Josh Marshall argues in favor of abolishing the Electoral College, on the grounds that, by its nature, the EC effectively excludes from the political process anyone who lives in a non-swing state, since their votes are a foregone conclusion, and thus causes the political strategies of both parties to focus on liminal constituencies in a limited number of states.
He's absolutely right about the nature of the problem. As anyone who lives in Texas or California can attest, our views and issues have been systemically ignored by both political parties in each of the last election cycles. The campaigns have revolved entirely around the concerns of people in swing states, rather than around the issues that galvanize the American people as a whole.
With that said, I think Josh is being naive about the reality of ever amending the constitution to get rid of the EC. The small states simply have too much at stake in their overrepresentation in the EC. From there, it's a matter of arithmetic: since it takes only 13 states to block a constitutional amendment, why would the 13 smallest states (who only have 4% of the population) not block an amendment limiting their electoral clout?
However, there is a solution that largely solves the political problem Josh describes, but does so in a way that is less likely to raise the hackles of the small states.
The solution is to write a federal constitutional amendment modeled after the recently failed Colorado state amendment. Such an amendment would hold that state electoral votes be divvied up not on a winner-take-all basis, but proportionally, based on the number of direct votes a candidate received. Although it would not undo the unbalanced weight that small states have (and therefore would not be grounds for them to obstruct the amendment), it would mean that every state was "in play" -- getting an extra hundred thousand votes in California or Texas could swing an electoral vote.

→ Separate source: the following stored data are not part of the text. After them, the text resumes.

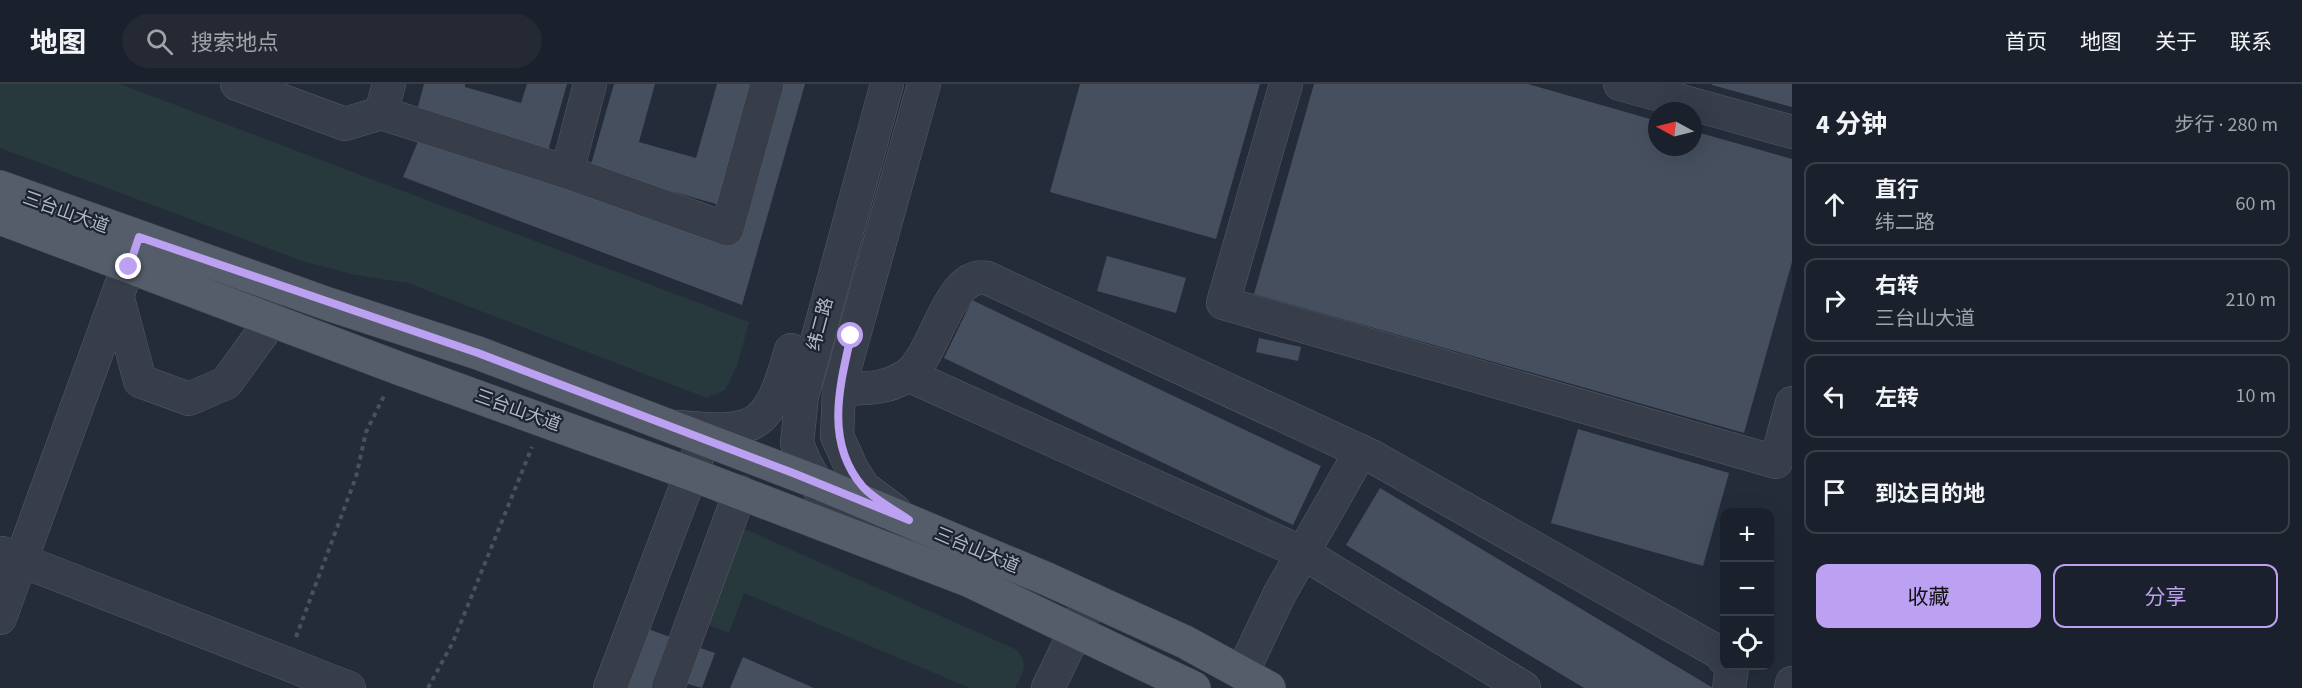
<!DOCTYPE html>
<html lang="zh">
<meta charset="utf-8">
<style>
body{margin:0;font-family:"Source Sans 3","Noto Sans SC",sans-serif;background:#242934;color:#f1f3f6}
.controls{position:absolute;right:18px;bottom:18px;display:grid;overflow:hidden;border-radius:12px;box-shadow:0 6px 24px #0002}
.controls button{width:54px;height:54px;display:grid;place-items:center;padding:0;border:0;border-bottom:2px solid #393e48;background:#1b212c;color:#f1f3f6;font:30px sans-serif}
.compass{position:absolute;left:1648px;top:18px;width:54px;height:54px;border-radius:50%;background:#1b212c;box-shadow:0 6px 24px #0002;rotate:277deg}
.stop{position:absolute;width:18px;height:18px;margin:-14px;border:4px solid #bca0f2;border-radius:50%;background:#fff}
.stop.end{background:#bca0f2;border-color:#fff;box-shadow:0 2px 6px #0008}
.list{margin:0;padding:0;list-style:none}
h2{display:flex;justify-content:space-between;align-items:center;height:78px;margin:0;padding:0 24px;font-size:26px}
h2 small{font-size:20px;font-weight:400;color:#a0a3a9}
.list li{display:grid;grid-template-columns:39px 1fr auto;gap:18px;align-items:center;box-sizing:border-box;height:84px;margin:0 12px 12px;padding:0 12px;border:2px solid #393e48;border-radius:12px}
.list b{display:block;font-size:22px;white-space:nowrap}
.list p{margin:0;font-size:20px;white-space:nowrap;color:#a0a3a9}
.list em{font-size:20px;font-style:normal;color:#a0a3a9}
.actions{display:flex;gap:12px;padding:18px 24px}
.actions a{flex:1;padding:14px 0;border:2px solid #bca0f2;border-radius:12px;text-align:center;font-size:21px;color:#bca0f2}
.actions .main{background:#bca0f2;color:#111}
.icon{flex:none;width:33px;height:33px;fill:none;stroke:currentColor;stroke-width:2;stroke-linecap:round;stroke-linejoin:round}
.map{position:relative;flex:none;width:1792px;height:604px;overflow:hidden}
header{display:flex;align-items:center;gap:36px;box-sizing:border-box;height:84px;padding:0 30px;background:#1b212c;border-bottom:2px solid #393e48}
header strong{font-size:28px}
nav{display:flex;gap:33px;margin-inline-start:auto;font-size:21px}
.search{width:420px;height:54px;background:#242934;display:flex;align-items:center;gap:15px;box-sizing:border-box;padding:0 21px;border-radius:33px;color:#a0a3a9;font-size:22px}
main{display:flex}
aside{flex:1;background:#1b212c}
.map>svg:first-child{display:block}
</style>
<header>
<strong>地图</strong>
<div class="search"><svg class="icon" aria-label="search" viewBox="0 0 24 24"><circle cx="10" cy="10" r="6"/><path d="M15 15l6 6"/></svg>搜索地点</div>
<nav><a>首页</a><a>地图</a><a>关于</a><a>联系</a></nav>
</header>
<main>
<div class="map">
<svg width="1792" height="604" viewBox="0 0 1792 604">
<rect width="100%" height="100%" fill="#242c3a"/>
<g fill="#27393c">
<path d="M0,0H120L749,238L737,282L725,306L707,314L408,199L356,191L305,178L0,64Z"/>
<path d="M738,442L1015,565C1030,578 1023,589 1015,604H970L744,509L729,549L702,538Z"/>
</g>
<g fill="#454f5e">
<path d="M424,0H465V3L521,19L527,0H567L548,67L416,30Z"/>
<path d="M614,0H655L639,58L696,74L717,0H758L723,122L590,84Z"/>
<path d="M771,0H805L742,221L403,93L422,48L726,158Z"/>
<path d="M1080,0H1260L1216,155L1050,108Z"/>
<path d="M1314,0H1528L1657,37V63H1693V47L1792,75V178L1744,349L1254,210Z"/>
<path d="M1712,0H1792V23L1712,1Z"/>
<path d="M1107,172L1186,194L1176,229L1097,207Z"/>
<path d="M972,216L1321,382L1293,441L944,274Z"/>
<path d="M1259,254L1301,263L1298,277L1256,268Z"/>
<path d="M1578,345L1729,389L1703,482L1551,439Z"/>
<path d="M1380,404L1713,604H1584L1346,461Z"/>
<path d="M643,543L675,555L657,604H621Z"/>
<path d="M694,562L715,569L702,604L681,598Z"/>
<path d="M743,573L814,604H730Z"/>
</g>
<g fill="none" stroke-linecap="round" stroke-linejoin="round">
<defs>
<g id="minor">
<path d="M237,0L345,40L381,29L567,88L727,145L767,0"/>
<path d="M1286,0L1223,219L1776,378L1792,319"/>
<path d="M1620,0L1792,48"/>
<path d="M381,29L389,0"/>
<path d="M567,88L590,0"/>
<path d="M118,214L140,297L189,315L226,299L272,236"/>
<path d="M908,291L1303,469L1524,604"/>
<path d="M839,305C864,304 885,306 906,292C936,274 947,186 987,194L1373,373L1720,569L1724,575"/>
<path d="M679,343C759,351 769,343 791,266"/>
<path d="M895,427L864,404L852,385L837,352L839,305L924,0"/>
<path d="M870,458L841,434L825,415L804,377L797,359L802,312L887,0"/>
<path d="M2,469L349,604"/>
<path d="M0,534L138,155"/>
<path d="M1242,589L1279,511L1361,367"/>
<path d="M610,604L704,355"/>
<path d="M668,604L740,408"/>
<path d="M1048,604L1091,515"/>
<path d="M1729,604L1732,584L1730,582"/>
<path d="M1791,604L1792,599"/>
</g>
<g id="major">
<path d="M0,103L328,220L478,269L816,398L1047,495L1185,558L1269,604"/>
<path d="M0,134L398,284L691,390L968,496L1194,604"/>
</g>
</defs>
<use href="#minor" stroke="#565c68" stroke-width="34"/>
<use href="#major" stroke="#414753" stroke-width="34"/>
<g stroke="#445458" stroke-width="4" stroke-dasharray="4.5 4.5" stroke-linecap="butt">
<path d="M296,553L356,393L366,348L385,310"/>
<path d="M428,604L453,558L532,363"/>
</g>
<use href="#minor" stroke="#373e4a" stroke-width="33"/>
<use href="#major" stroke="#555d6a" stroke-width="33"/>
</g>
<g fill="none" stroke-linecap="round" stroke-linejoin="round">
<path stroke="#bca0f2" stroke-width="8" d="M129,183L139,153L478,269L793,389L909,436C895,426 875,416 863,403C825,359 839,304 851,252"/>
</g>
<g text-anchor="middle" stroke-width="4.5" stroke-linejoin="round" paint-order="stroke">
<g font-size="18" fill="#b3b9c6" stroke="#1d232f">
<text transform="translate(66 128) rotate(20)" y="6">三台山大道</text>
<text transform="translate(820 240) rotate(-75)" y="6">纬二路</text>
<text transform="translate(518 326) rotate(20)" y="6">三台山大道</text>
<text transform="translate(977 466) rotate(23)" y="6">三台山大道</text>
</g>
</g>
</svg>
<div class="controls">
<button>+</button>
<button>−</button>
<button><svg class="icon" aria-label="locate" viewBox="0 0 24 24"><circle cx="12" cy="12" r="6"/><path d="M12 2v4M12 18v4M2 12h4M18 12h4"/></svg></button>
</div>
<svg class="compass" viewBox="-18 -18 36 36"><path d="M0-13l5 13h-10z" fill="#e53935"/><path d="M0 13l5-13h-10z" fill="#a0a3a9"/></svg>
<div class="stop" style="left:851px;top:252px"></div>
<div class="stop end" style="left:129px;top:183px"></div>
</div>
<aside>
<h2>4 分钟<small>步行 · 280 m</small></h2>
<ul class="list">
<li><svg class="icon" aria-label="ahead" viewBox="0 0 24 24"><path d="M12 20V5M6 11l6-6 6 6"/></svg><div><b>直行</b><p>纬二路</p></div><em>60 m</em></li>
<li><svg class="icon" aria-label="right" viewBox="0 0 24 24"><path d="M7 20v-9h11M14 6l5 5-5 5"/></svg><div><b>右转</b><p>三台山大道</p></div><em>210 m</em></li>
<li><svg class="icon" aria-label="left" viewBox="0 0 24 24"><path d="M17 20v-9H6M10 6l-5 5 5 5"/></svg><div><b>左转</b></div><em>10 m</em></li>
<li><svg class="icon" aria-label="arrive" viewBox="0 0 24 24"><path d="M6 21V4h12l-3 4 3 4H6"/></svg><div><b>到达目的地</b></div></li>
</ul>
<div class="actions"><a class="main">收藏</a><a>分享</a></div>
</aside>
</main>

The reason we need a federal amendment to do this follows from the reasons why the amendment in Colorado failed. Consider this: if you're Tom DeLay, running the Republican Party in Texas, why would you ever allow such an amendment to pass on a state level? It's effectively giving the Democrats ten extra electoral votes in a state that the Republicans otherwise have locked up. Likewise, if you're a Democrat in Massachusetts, why would you ever hand the Republicans four or five electoral votes?
In economics, this is known as a "first-mover problem" -- no one wants to make the first move, since the cost will fall on them, even though everyone will benefit if everyone makes the move. A federal constitutional amendment could breaking this national deadlock.